* [Records to process]
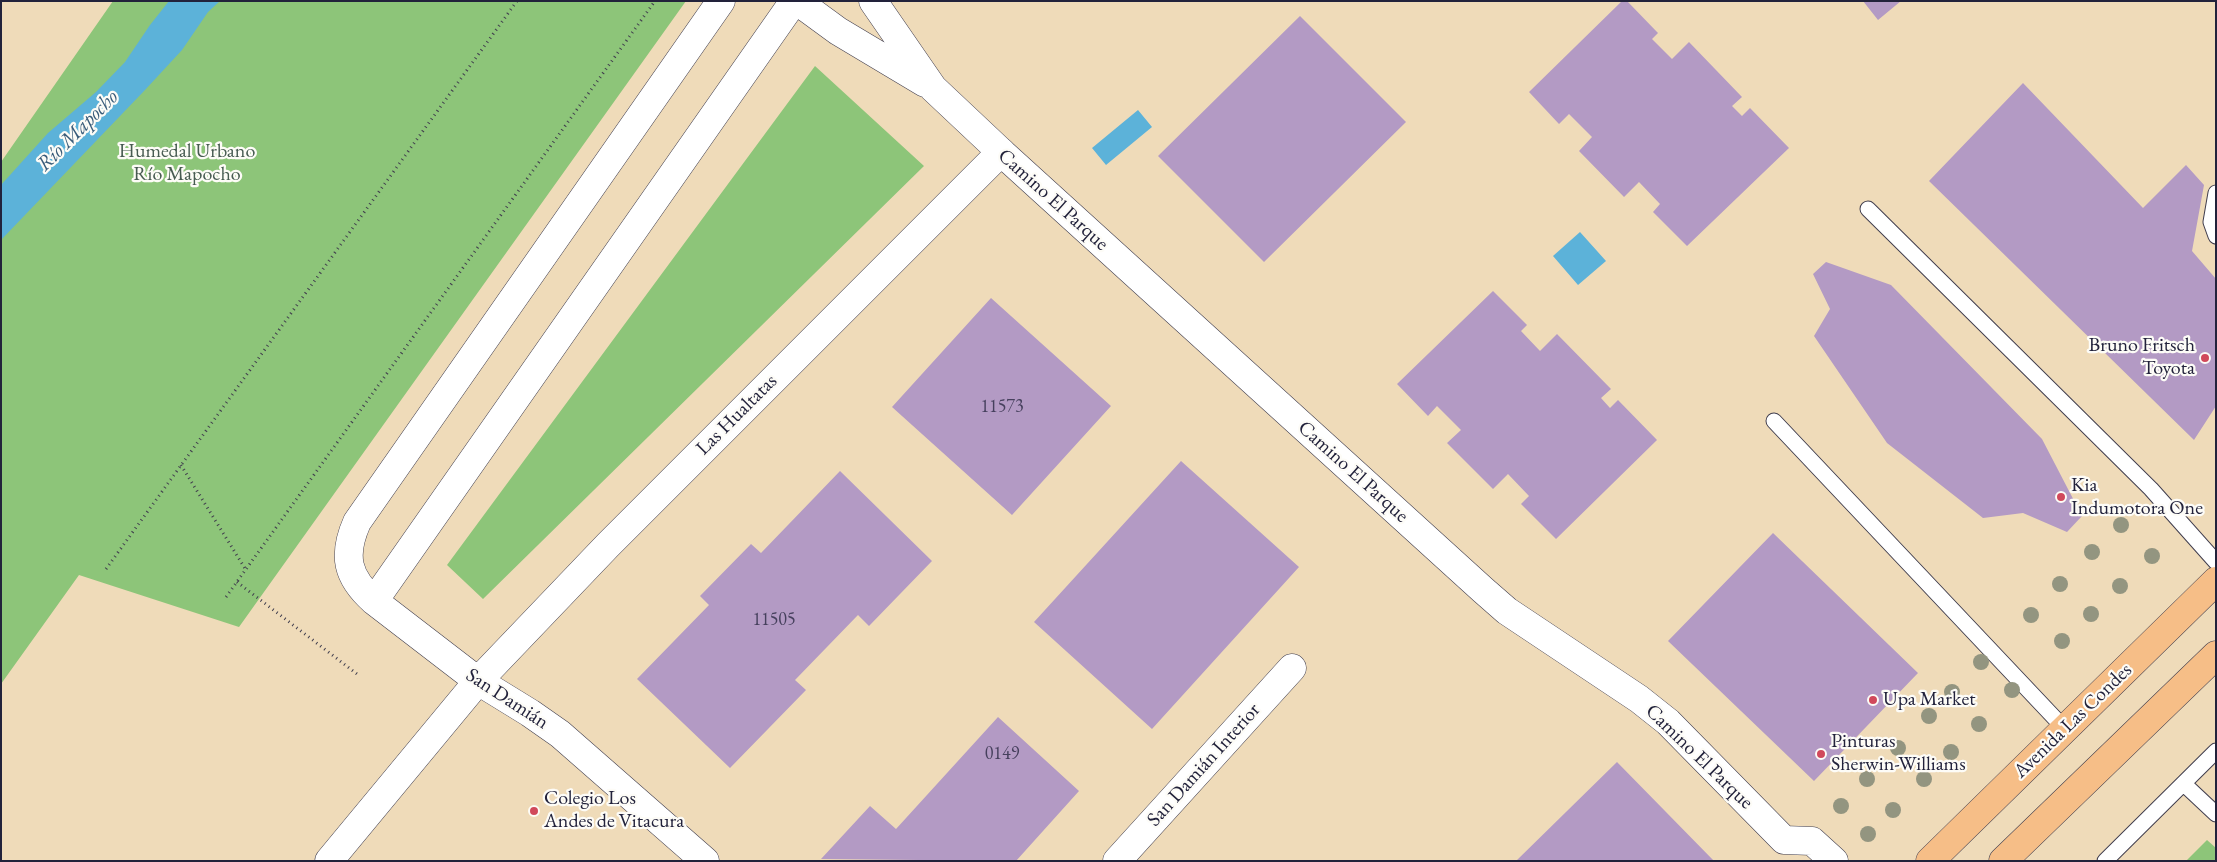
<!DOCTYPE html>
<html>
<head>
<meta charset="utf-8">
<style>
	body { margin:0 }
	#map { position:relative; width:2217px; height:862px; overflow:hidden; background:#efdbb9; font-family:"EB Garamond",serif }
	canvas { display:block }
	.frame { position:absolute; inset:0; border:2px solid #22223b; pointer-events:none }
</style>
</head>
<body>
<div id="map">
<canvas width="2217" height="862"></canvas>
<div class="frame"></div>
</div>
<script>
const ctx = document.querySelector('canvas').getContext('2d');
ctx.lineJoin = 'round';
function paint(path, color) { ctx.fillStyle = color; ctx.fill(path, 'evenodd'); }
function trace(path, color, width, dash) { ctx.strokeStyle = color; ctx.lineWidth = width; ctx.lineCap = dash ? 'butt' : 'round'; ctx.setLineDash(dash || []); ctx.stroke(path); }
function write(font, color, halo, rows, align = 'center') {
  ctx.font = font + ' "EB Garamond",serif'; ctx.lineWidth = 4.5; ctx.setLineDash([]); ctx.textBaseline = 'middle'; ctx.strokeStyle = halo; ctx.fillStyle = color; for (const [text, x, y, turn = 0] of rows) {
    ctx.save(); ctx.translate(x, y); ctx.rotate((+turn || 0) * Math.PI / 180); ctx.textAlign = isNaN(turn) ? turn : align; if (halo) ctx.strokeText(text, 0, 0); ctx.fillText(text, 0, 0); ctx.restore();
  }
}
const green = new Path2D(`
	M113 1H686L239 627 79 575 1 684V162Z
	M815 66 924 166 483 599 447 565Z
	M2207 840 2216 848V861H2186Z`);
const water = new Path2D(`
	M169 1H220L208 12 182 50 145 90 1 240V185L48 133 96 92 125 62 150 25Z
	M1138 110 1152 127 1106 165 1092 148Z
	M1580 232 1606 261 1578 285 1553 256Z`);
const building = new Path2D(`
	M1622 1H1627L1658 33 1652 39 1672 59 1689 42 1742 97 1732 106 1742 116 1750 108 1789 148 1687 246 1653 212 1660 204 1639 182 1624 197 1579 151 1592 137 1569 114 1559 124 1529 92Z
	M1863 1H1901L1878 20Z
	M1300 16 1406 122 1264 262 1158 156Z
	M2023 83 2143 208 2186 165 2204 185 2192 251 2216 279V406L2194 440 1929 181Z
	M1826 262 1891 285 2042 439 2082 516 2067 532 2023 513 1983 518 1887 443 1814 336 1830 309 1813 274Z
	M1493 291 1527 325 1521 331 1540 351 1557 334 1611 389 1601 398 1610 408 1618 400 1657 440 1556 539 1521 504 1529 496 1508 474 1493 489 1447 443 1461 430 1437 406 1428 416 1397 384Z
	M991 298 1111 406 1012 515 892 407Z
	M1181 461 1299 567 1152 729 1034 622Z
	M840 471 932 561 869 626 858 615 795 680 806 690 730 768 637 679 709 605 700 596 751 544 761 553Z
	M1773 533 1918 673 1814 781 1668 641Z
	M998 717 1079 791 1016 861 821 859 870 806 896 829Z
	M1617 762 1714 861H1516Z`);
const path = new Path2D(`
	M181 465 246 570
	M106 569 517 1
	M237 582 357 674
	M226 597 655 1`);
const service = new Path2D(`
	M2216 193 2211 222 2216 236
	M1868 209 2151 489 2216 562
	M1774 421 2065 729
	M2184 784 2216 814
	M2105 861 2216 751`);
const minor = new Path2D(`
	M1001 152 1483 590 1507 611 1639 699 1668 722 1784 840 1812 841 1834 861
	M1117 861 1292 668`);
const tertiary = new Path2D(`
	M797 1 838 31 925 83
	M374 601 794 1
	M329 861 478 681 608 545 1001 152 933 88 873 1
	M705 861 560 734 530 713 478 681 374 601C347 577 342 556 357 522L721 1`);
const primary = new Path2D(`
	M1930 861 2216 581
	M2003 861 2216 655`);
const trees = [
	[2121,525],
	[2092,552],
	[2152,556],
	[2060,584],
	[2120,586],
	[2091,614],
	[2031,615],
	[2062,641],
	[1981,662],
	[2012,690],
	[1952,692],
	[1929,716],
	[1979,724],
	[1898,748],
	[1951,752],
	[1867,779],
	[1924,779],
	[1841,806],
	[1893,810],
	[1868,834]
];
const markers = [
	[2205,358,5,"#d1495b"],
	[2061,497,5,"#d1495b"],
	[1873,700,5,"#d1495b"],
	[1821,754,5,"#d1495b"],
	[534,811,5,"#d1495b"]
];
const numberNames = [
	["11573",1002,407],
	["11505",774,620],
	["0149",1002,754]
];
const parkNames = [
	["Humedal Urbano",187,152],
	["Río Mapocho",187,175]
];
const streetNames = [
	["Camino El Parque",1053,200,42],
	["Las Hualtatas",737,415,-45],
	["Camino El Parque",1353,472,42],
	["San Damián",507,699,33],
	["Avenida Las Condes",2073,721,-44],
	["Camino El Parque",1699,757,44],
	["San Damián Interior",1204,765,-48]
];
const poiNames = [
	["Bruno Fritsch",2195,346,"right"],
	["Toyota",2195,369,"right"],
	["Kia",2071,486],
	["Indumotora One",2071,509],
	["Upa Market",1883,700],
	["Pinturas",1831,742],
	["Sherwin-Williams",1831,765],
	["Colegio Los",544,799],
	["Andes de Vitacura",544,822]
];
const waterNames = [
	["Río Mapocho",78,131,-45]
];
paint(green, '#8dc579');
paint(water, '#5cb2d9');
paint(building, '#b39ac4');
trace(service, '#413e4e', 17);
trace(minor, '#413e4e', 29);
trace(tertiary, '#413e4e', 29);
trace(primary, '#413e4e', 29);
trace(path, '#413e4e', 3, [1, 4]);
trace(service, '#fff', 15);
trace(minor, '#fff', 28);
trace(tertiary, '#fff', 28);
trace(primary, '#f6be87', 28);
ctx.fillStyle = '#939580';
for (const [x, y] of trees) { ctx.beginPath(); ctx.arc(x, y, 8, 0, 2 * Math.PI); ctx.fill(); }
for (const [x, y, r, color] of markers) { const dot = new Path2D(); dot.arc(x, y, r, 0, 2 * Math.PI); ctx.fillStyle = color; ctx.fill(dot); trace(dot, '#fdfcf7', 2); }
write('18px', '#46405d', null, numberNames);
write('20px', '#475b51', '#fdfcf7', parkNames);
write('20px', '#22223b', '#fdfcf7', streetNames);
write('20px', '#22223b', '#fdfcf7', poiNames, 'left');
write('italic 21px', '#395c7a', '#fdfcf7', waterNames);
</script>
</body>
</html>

* [Brief] For the entries above, transcribe precisely the lines from the one with "trace(path, '#413e4e', 3, [1, 4]);" through the end, including both.

* [Result]
trace(path, '#413e4e', 3, [1, 4]);
trace(service, '#fff', 15);
trace(minor, '#fff', 28);
trace(tertiary, '#fff', 28);
trace(primary, '#f6be87', 28);
ctx.fillStyle = '#939580';
for (const [x, y] of trees) { ctx.beginPath(); ctx.arc(x, y, 8, 0, 2 * Math.PI); ctx.fill(); }
for (const [x, y, r, color] of markers) { const dot = new Path2D(); dot.arc(x, y, r, 0, 2 * Math.PI); ctx.fillStyle = color; ctx.fill(dot); trace(dot, '#fdfcf7', 2); }
write('18px', '#46405d', null, numberNames);
write('20px', '#475b51', '#fdfcf7', parkNames);
write('20px', '#22223b', '#fdfcf7', streetNames);
write('20px', '#22223b', '#fdfcf7', poiNames, 'left');
write('italic 21px', '#395c7a', '#fdfcf7', waterNames);
</script>
</body>
</html>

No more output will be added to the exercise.